Scan the data. Collect each line that contains the word "from".

*DATASET RECORDS*:
##############################
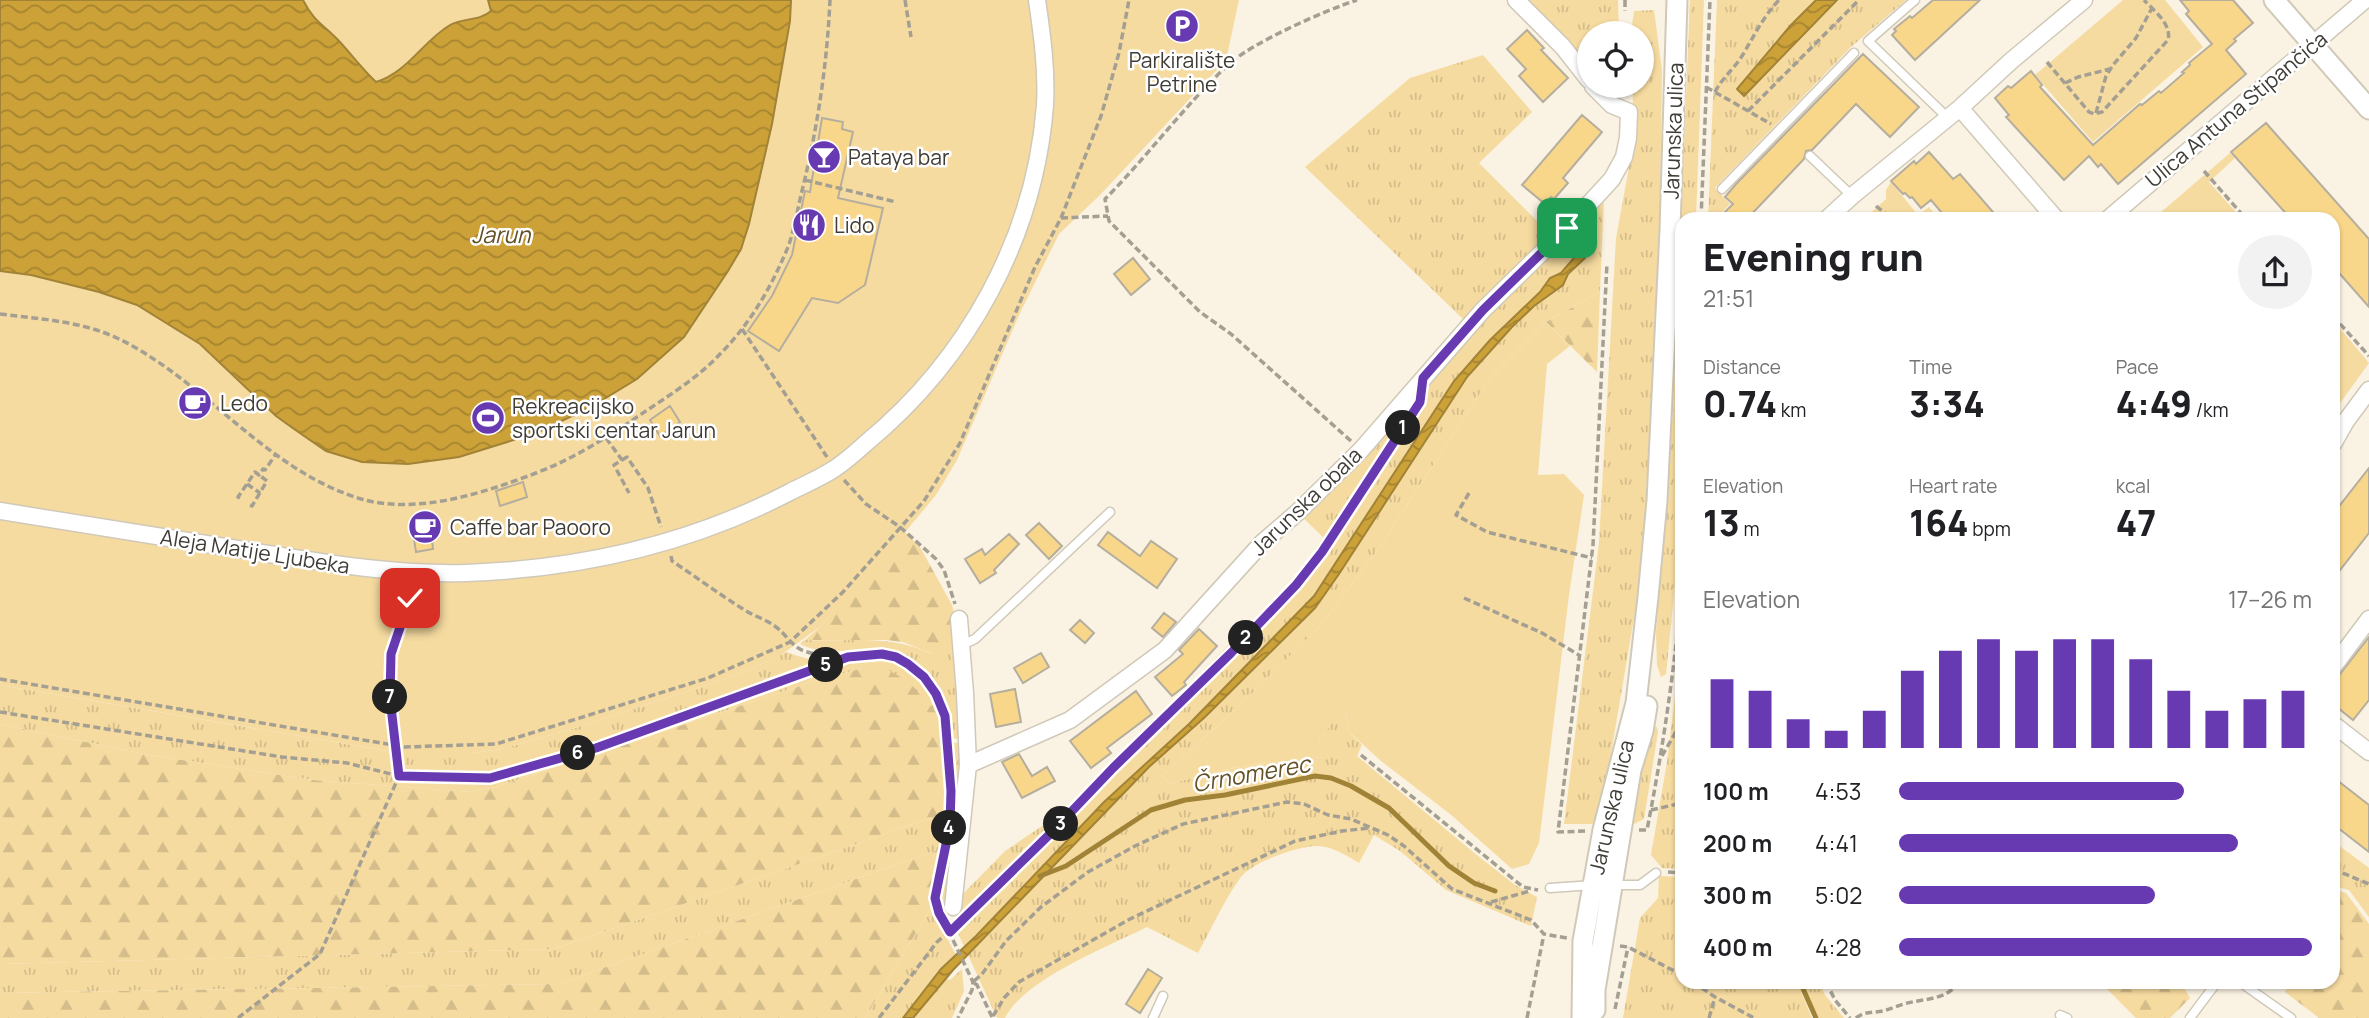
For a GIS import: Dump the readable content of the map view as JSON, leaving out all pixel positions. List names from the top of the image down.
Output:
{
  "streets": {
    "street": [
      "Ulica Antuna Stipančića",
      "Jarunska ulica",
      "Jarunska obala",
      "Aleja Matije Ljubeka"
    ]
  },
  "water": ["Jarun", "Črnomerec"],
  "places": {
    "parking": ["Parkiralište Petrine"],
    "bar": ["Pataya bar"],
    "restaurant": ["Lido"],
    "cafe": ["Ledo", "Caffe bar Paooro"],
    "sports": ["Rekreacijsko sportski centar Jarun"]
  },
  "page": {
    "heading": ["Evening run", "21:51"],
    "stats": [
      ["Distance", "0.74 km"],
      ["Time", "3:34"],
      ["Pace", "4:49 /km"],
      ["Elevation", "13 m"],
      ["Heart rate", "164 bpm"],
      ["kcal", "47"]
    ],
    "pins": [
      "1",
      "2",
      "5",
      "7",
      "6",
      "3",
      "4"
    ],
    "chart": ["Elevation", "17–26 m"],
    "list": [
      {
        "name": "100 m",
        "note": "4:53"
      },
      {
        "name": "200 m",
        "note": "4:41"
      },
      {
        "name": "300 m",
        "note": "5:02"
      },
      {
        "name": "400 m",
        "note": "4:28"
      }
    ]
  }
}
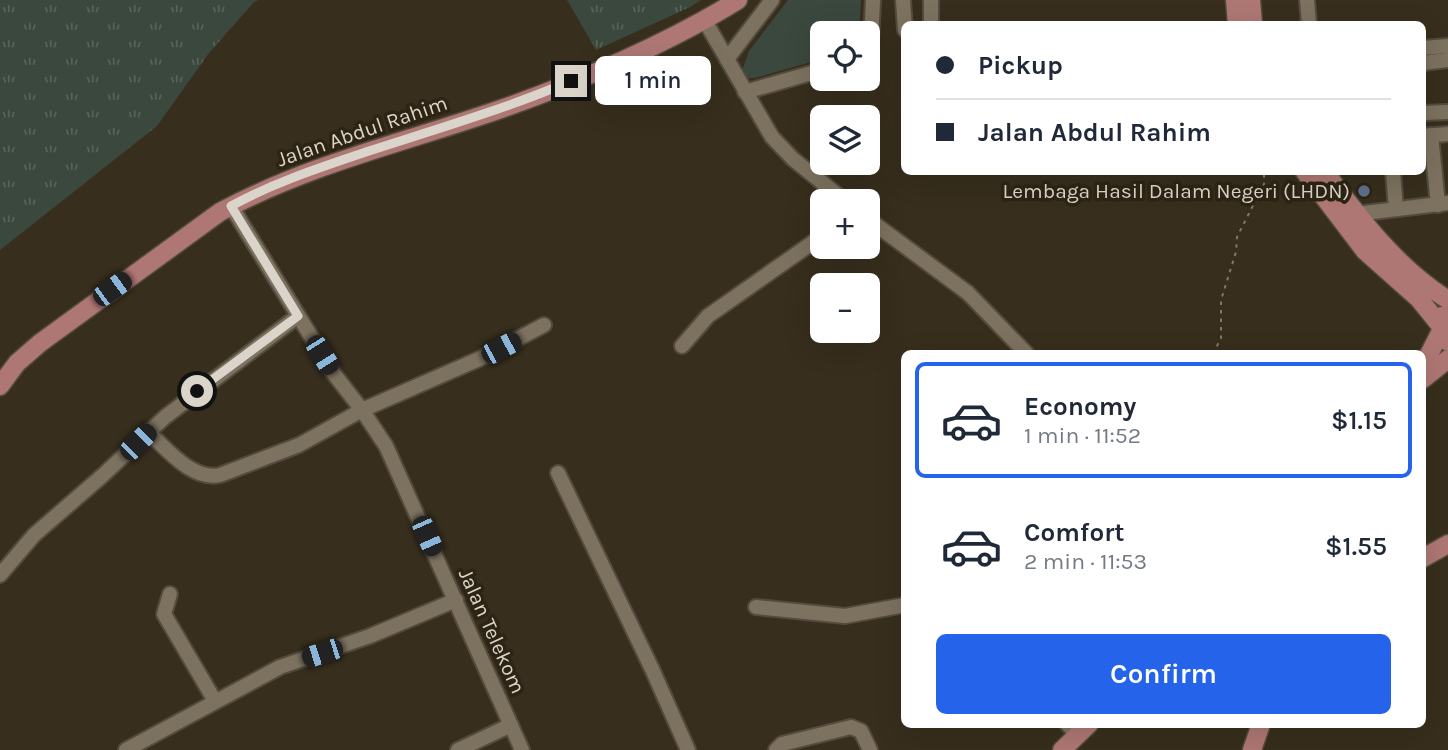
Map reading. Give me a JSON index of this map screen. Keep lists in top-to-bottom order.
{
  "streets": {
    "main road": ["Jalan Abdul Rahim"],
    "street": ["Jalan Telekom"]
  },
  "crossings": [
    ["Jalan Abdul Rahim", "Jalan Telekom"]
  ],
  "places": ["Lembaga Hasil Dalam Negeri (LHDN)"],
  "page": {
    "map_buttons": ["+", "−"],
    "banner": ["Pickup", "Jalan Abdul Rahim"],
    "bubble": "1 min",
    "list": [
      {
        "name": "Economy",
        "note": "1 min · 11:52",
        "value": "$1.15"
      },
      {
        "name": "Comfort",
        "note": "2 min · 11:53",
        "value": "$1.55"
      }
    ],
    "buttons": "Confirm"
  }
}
##############################
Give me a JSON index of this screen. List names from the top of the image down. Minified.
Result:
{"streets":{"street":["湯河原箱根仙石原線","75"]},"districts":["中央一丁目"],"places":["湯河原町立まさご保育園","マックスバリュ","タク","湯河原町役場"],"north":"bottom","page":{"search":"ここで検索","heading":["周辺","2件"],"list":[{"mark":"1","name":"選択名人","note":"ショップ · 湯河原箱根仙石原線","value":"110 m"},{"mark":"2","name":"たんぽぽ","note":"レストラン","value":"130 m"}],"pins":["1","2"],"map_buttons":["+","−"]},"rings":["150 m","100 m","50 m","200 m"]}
##############################
*ANSWER TO THIS TASK*:
For a GIS import: Dump the readable content of the map view as JSON, leaving out all pixel positions. List names from the top of the image down.
Give me a JSON index of this screen. List names from the top of the image down. Minified.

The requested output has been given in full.